孤高の天才 社長の経営日誌 田宮社長が好き勝手に織りなす独白です
  FILE No.698 2020.10.3  

「 暗闇の虎(2) 」

(前回からの続き)

タイガーマスク電撃引退によって空位となった王座を争う「WWFジュニアヘビー級王座決定リーグ戦」は今思い返しても超豪華メンバーが集結していました。
ダイナマイト・キッド、ブラック・タイガー、ブレット・ハート、デイビーボーイ・スミス、ベビー・フェース、ザ・コブラ、小林邦昭、寺西勇、高田伸彦の9選手が総当り戦を行い上位2名が蔵前の優勝戦に進出、願わくばここにタイガーマスクがいたらと思ったもので、このリーグ戦の成功体験が後に「ベスト・オブ・ザ・スーパー・ジュニア」(新日本が毎年開催しているジュニアのリーグ戦)へと繋がったのでしょう。
私の優勝候補の大本命はダイナマイト・キッドでしたが、そこにブラック・タイガーと小林邦昭が加わりタイガーマスクのかつてのライバル3強の争いになるだろうと踏んでいました。
そして私が最も楽しみにしていたのが優勝を争う大一番、キッドとブラックの公式戦でした。前回書いたように3強対決中、小林とキッド、小林とブラックは前年(83年)実現済みで最後に残されたのがこの試合だったからです。
発表された日程をチェックすると2人の公式戦は1月20日の福岡県柳川市、テレビ生中継のある大会だったので大喜びでした。
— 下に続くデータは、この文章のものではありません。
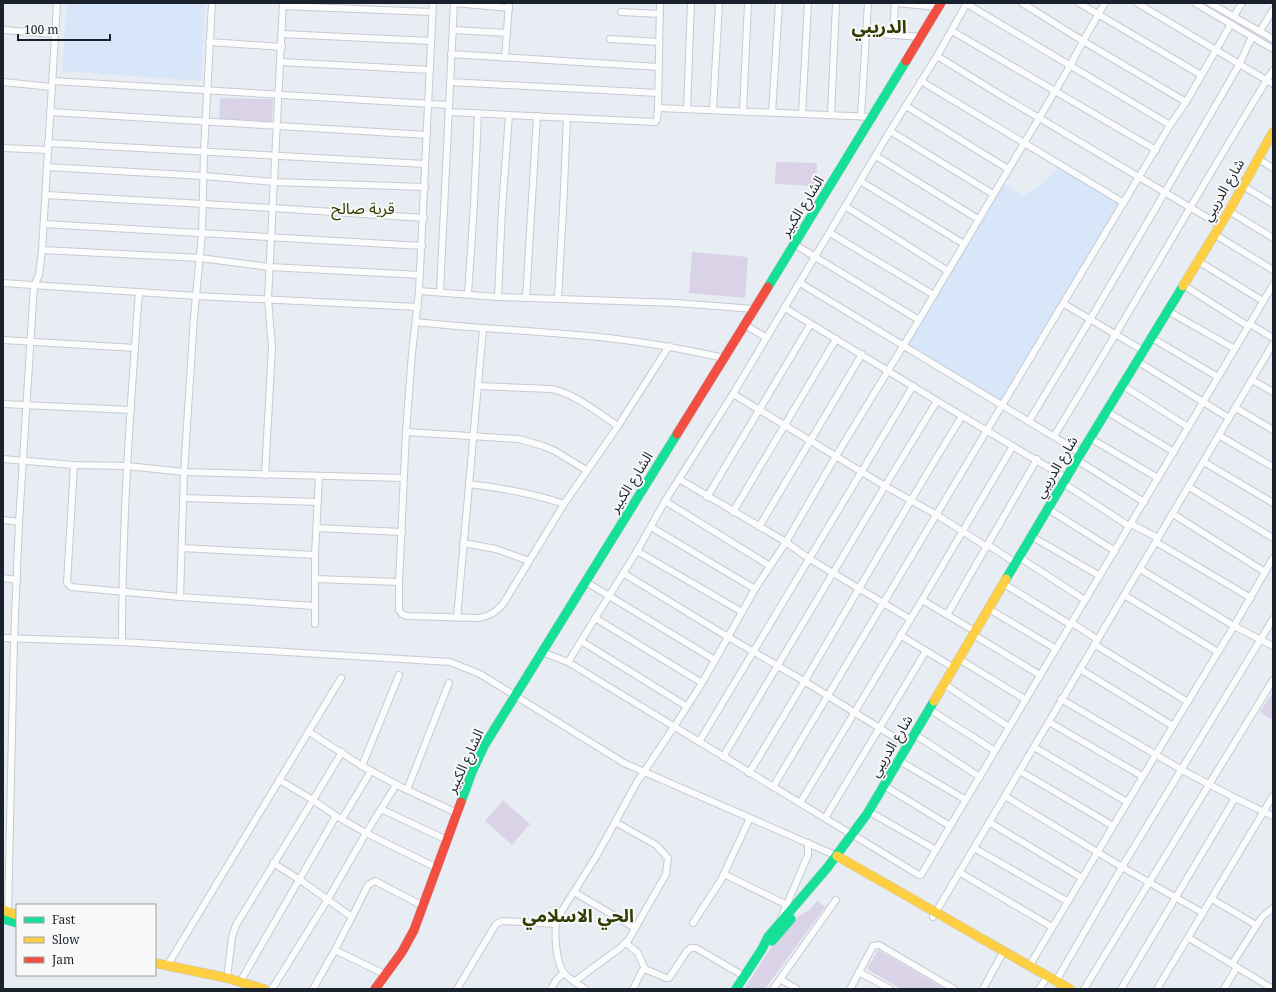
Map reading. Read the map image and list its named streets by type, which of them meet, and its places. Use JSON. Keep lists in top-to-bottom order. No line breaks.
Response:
{"streets":{"street":["شارع الدريبي","الشارع الكبير"]},"districts":["الدريبي","قرية صالح","الحي الاسلامي"],"legend":["Fast","Slow","Jam"],"scale_bar":"100 m"}
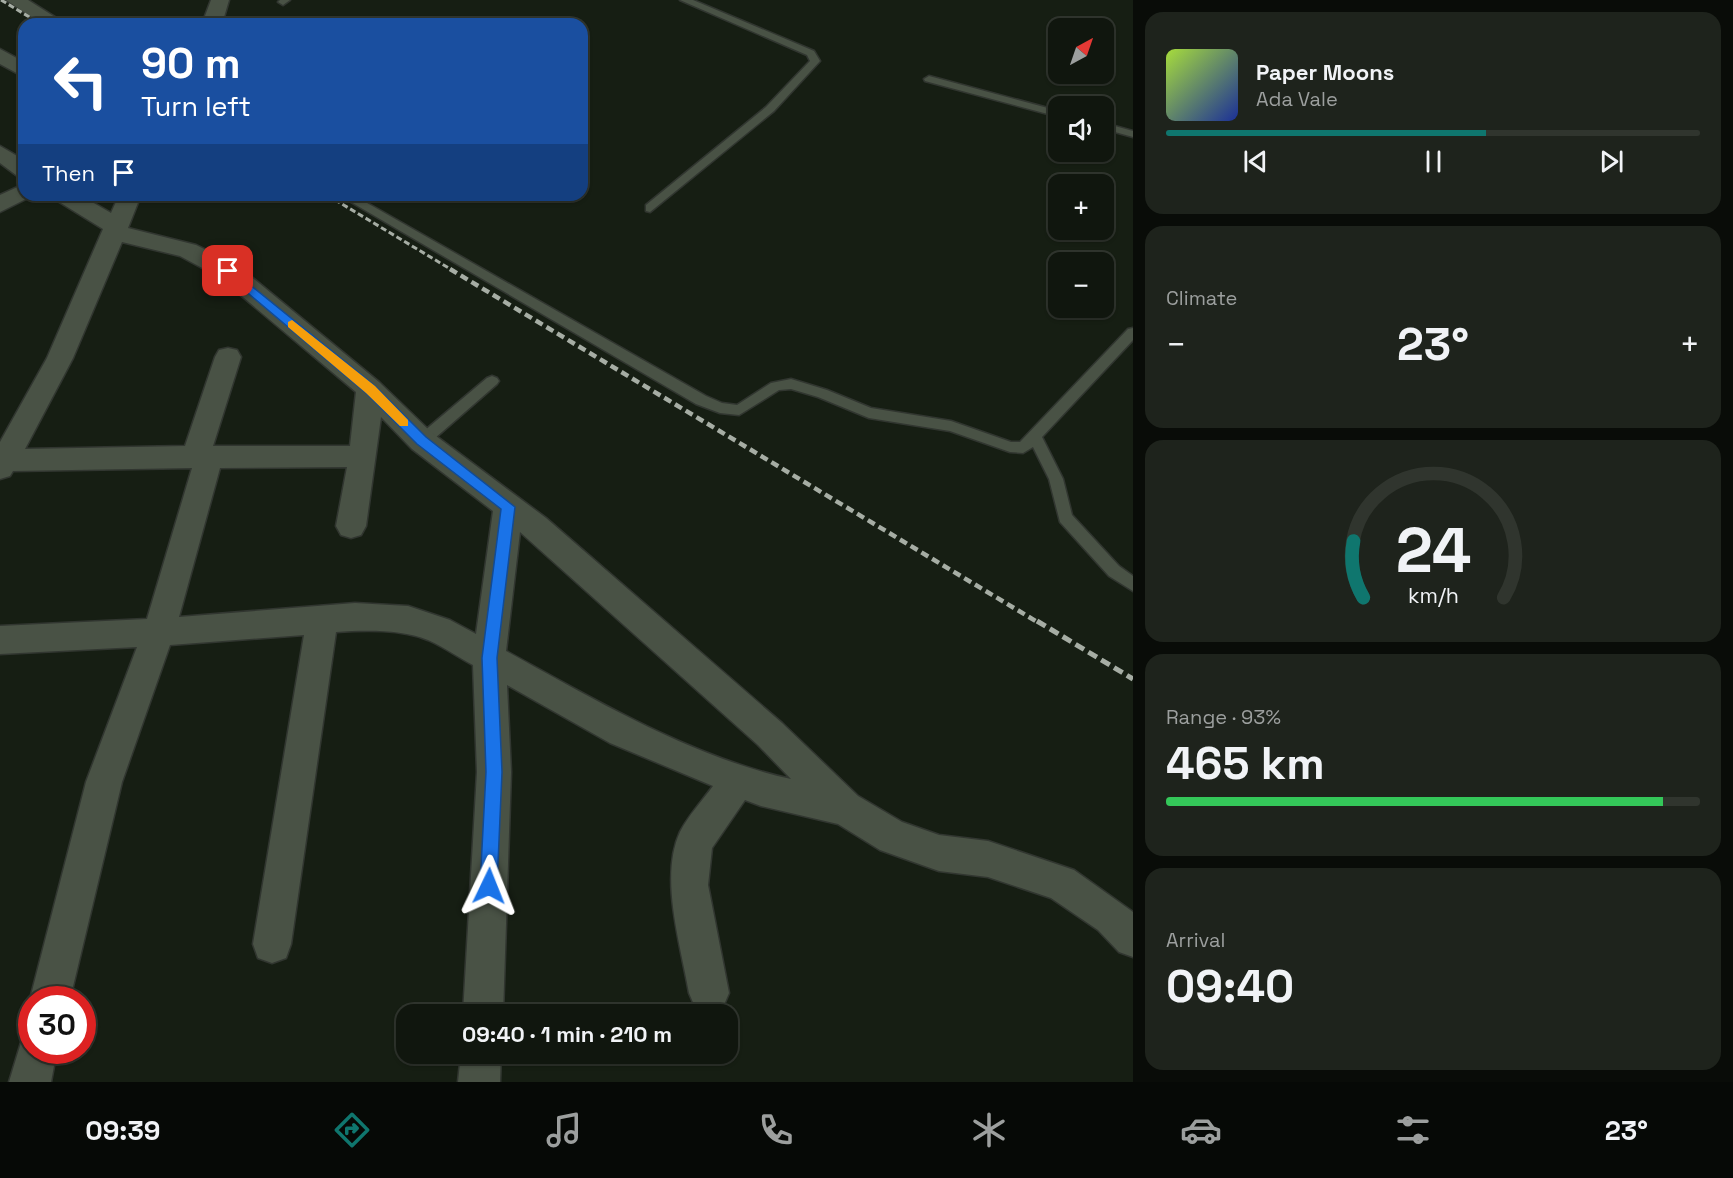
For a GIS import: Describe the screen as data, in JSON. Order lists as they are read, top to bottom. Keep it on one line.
{"north":"top right","page":{"map_buttons":["+","−"],"turn":["90 m","Turn left"],"song":["Paper Moons","Ada Vale"],"then":"Then","tile":["Climate",["Range · 93%","465 km"],["Arrival","09:40"]],"heat":["−","23°","+"],"limit":"30","trip":"09:40 · 1 min · 210 m","tabs":["09:39","23°"],"gauge":["24","km/h"]}}
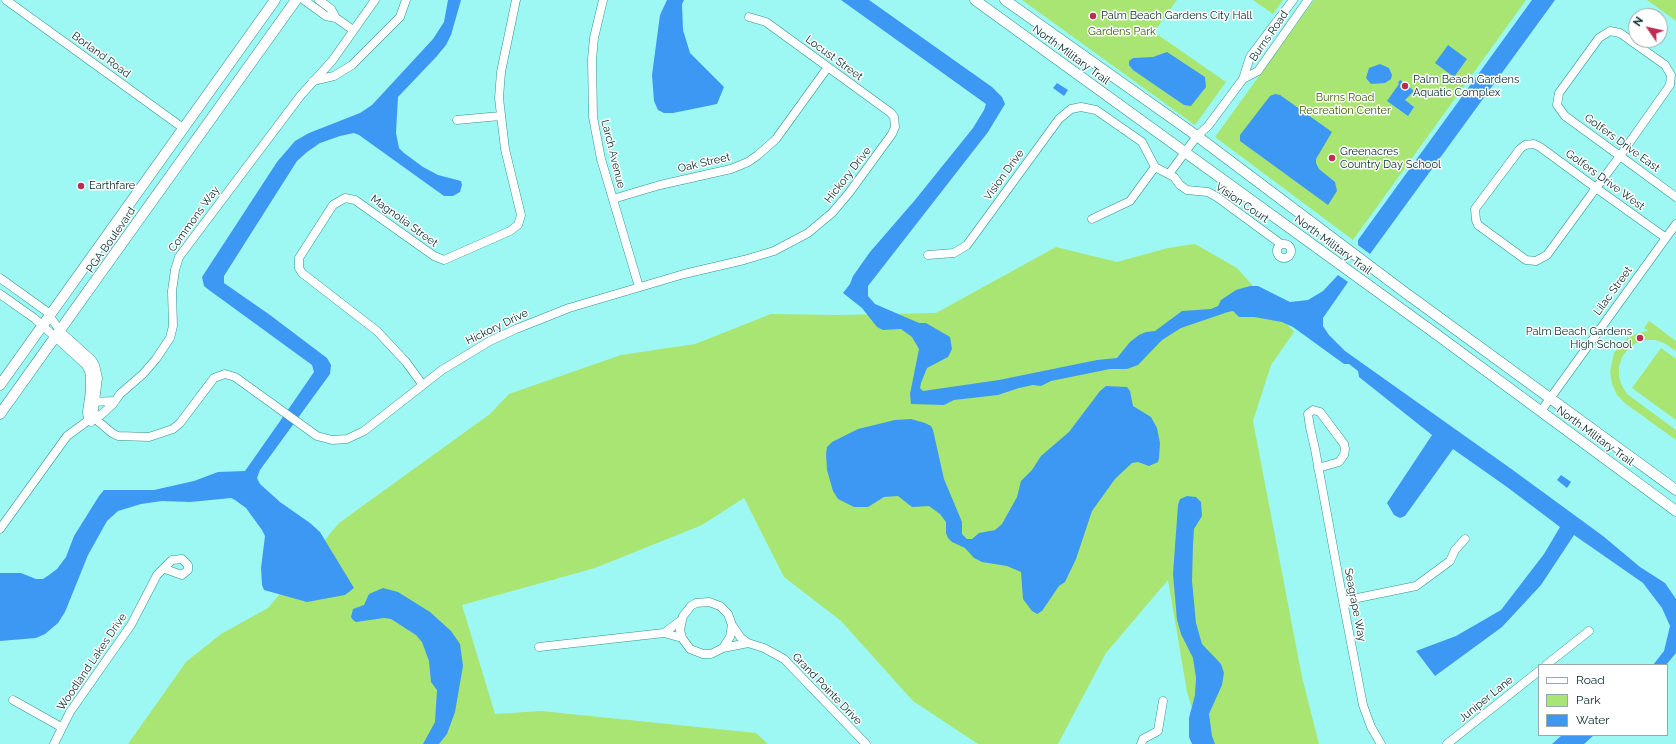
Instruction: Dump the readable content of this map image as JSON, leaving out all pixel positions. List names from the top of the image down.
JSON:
{
  "streets": {
    "main road": ["North Military Trail", "PGA Boulevard"],
    "street": [
      "Burns Road",
      "Borland Road",
      "Locust Street",
      "Golfers Drive East",
      "Larch Avenue",
      "Oak Street",
      "Hickory Drive",
      "Vision Drive",
      "Golfers Drive West",
      "Vision Court",
      "Commons Way",
      "Magnolia Street",
      "Lilac Street",
      "Seagrape Way",
      "Woodland Lakes Drive",
      "Grand Pointe Drive",
      "Juniper Lane"
    ]
  },
  "crossings": [
    ["Burns Road", "North Military Trail"],
    ["Burns Road", "Vision Court"],
    ["Borland Road", "PGA Boulevard"],
    ["North Military Trail", "Lilac Street"],
    ["Locust Street", "Oak Street"],
    ["Locust Street", "Hickory Drive"],
    ["Larch Avenue", "Oak Street"],
    ["Larch Avenue", "Hickory Drive"],
    ["Hickory Drive", "Commons Way"],
    ["Hickory Drive", "Magnolia Street"],
    ["Golfers Drive West", "Lilac Street"]
  ],
  "parks": ["Gardens Park", "Burns Road Recreation Center"],
  "places": [
    "Palm Beach Gardens City Hall",
    "Palm Beach Gardens Aquatic Complex",
    "Greenacres Country Day School",
    "Earthfare",
    "Palm Beach Gardens High School"
  ],
  "legend": ["Road", "Park", "Water"],
  "north": "top left"
}
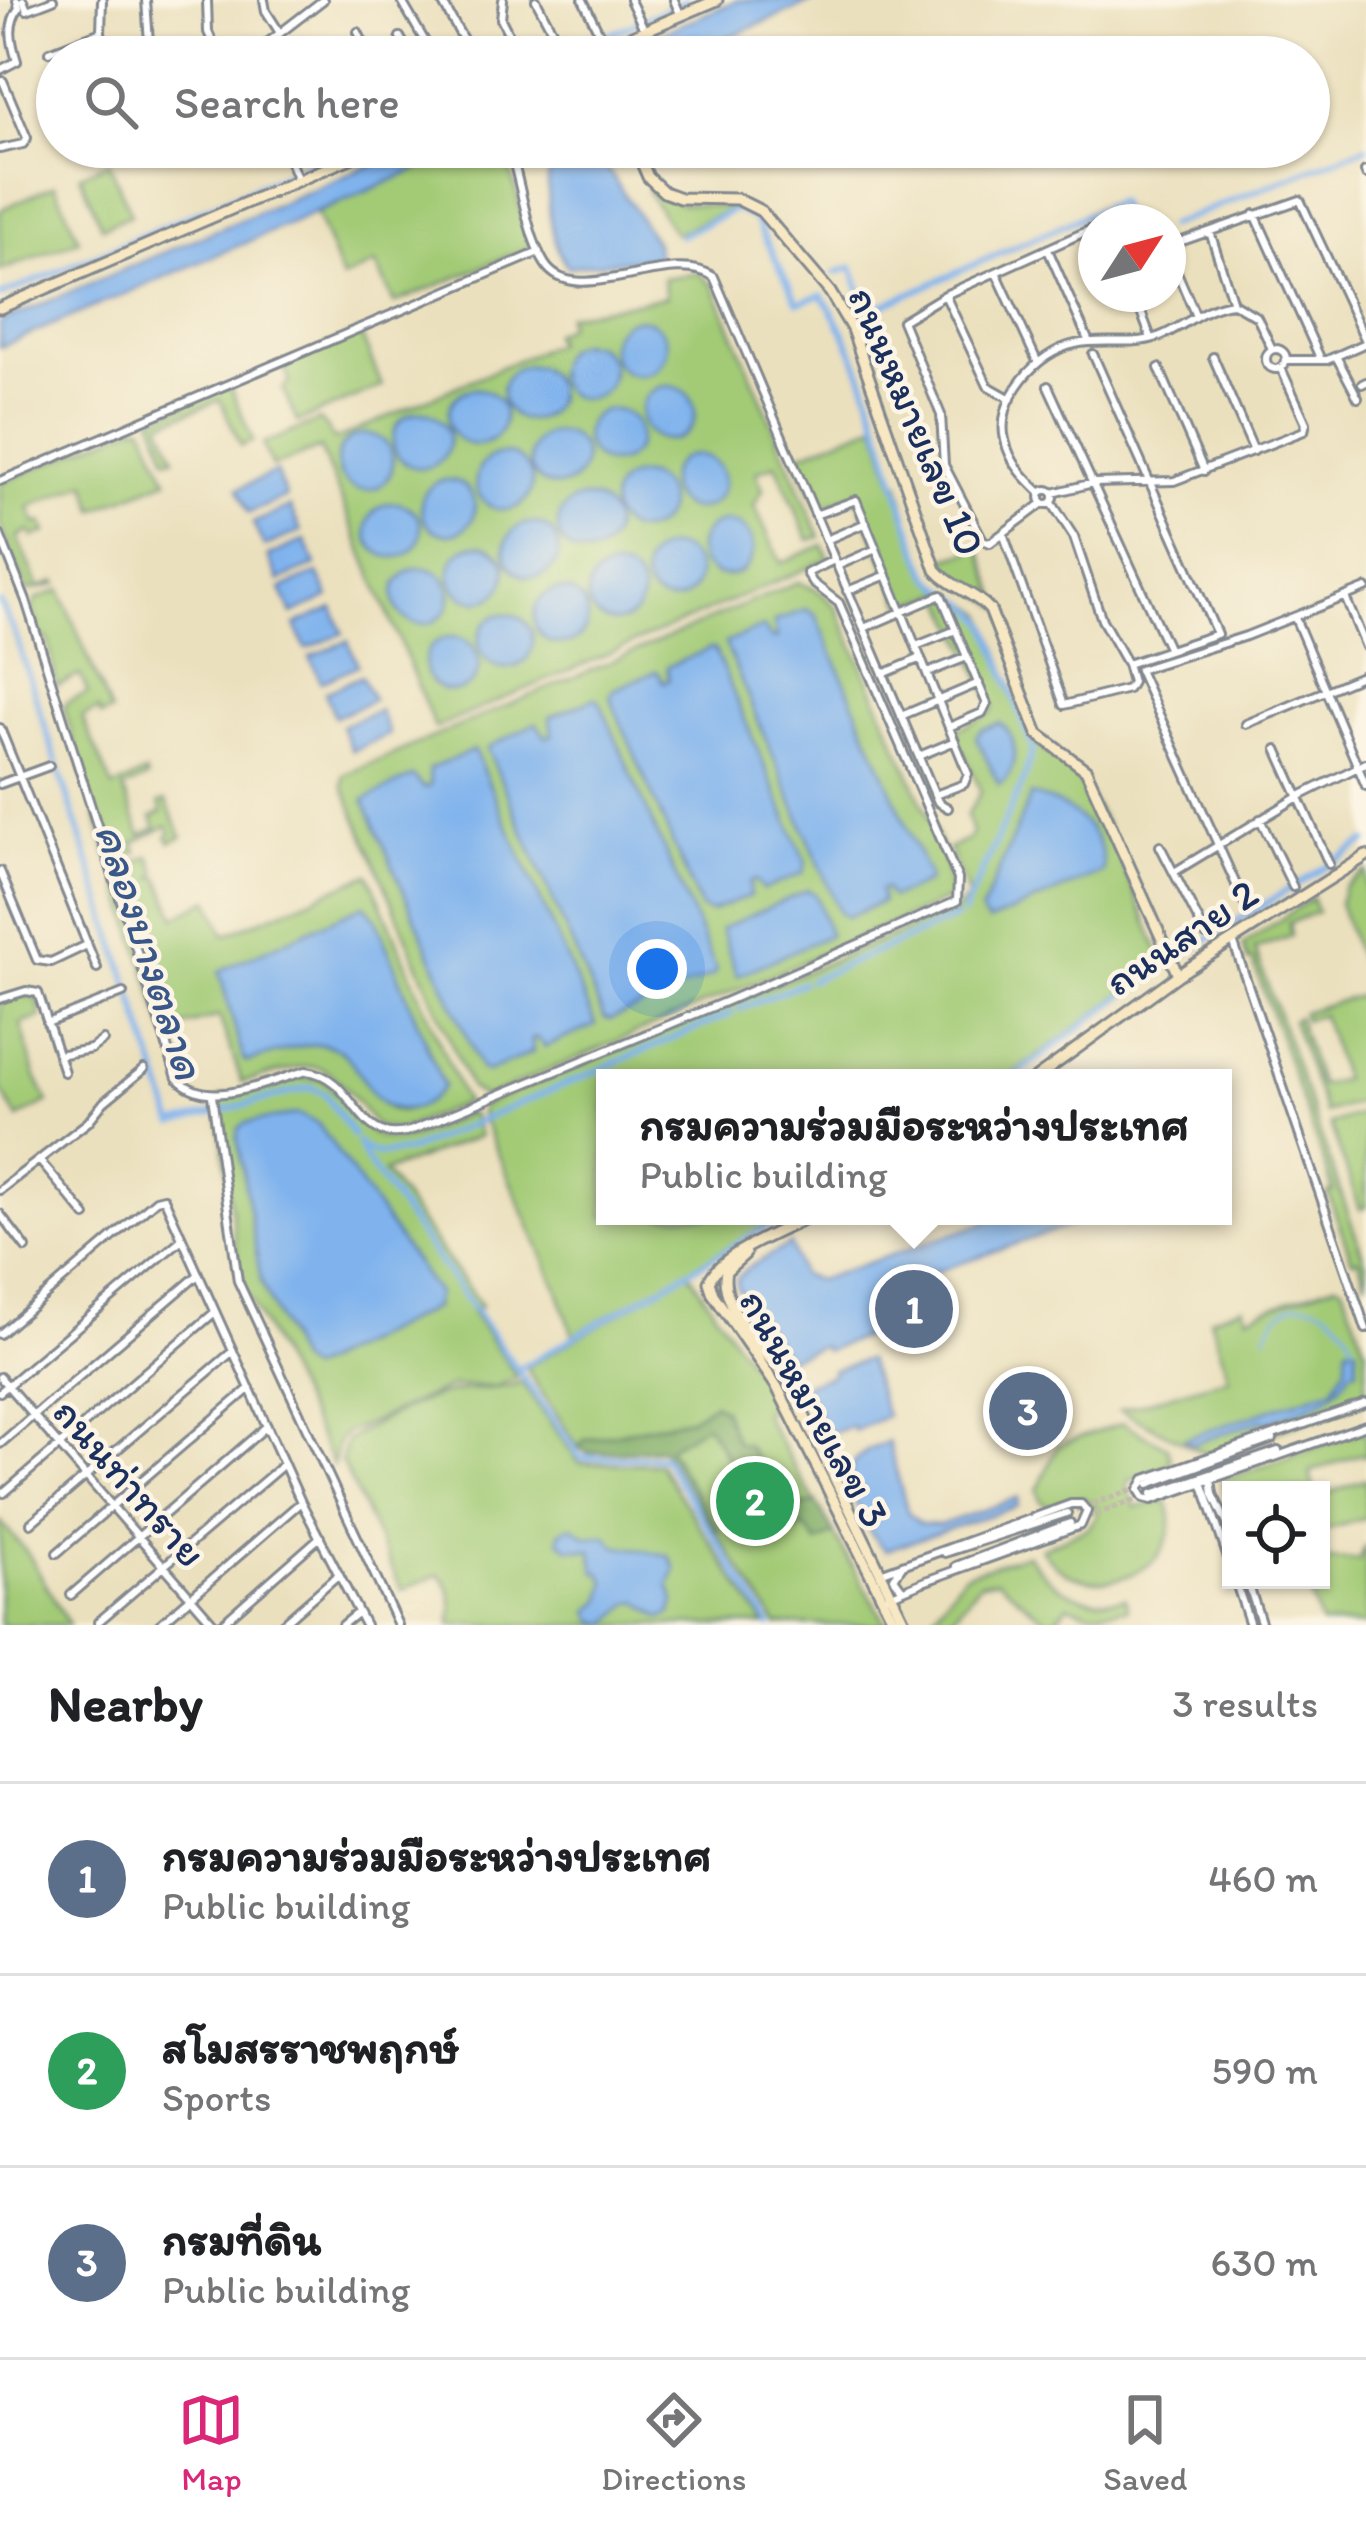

「新春プロレススペシャル」としてテレビ特番のあった元日の後楽園ホールからリーグ戦はスタート、初戦からザ・コブラVSブラック・タイガーの優勝を占う試合が組まれましたが、コブラがフライング・ラリアット一発であっさりフォール勝ちしテレビの前の私は目を疑いました。
さらにブラックは翌日の後楽園(ノーテレビ)でもデイビーボーイ・スミスにフォール負け、まさかの開幕2連敗で早々と優勝戦線からほぼ脱落(涙)、私の周りでは「今回のブラック・タイガーはマーク・ロコじゃなく中身が替わったのでは?」と偽物説まで流れました(苦笑)。
さらにシリーズが中盤に差し掛かったある日、新聞を読んでいたら一部対戦カード変更の記事が出ており、私が心待ちにしていたキッドとブラックの公式戦が当初の20日から一日早い19日の長崎・佐世保市(ノーテレビ)にスライドさせられていて愕然としました。
選手の負傷欠場などの場合を覗いて公式戦が別の日に移るなんて極めて稀、その理由説明もなく未だ不可解ですが、まさかブラックの思わぬスランプと関係があったのでしょうか?
結局19日の公式戦はキッドがフォール勝ちしましたが、新聞・雑誌の小さなスペースの記事をチェックするのみで観られなかった事が悔しかったものです。
さらに余談ですが、当初公式戦が組まれるはずだった翌20日の生中継ではなんと、ダイナマイト・キッド、デイビーボーイ・スミス組 VS ザ・コブラ、ブラック・タイガー組のタッグマッチが実現、タッグながら二人の対決が観られたのは救いでしたが、 わざわざシングルを止めてタッグをオンエアする意味が分かりませんでした(苦笑)。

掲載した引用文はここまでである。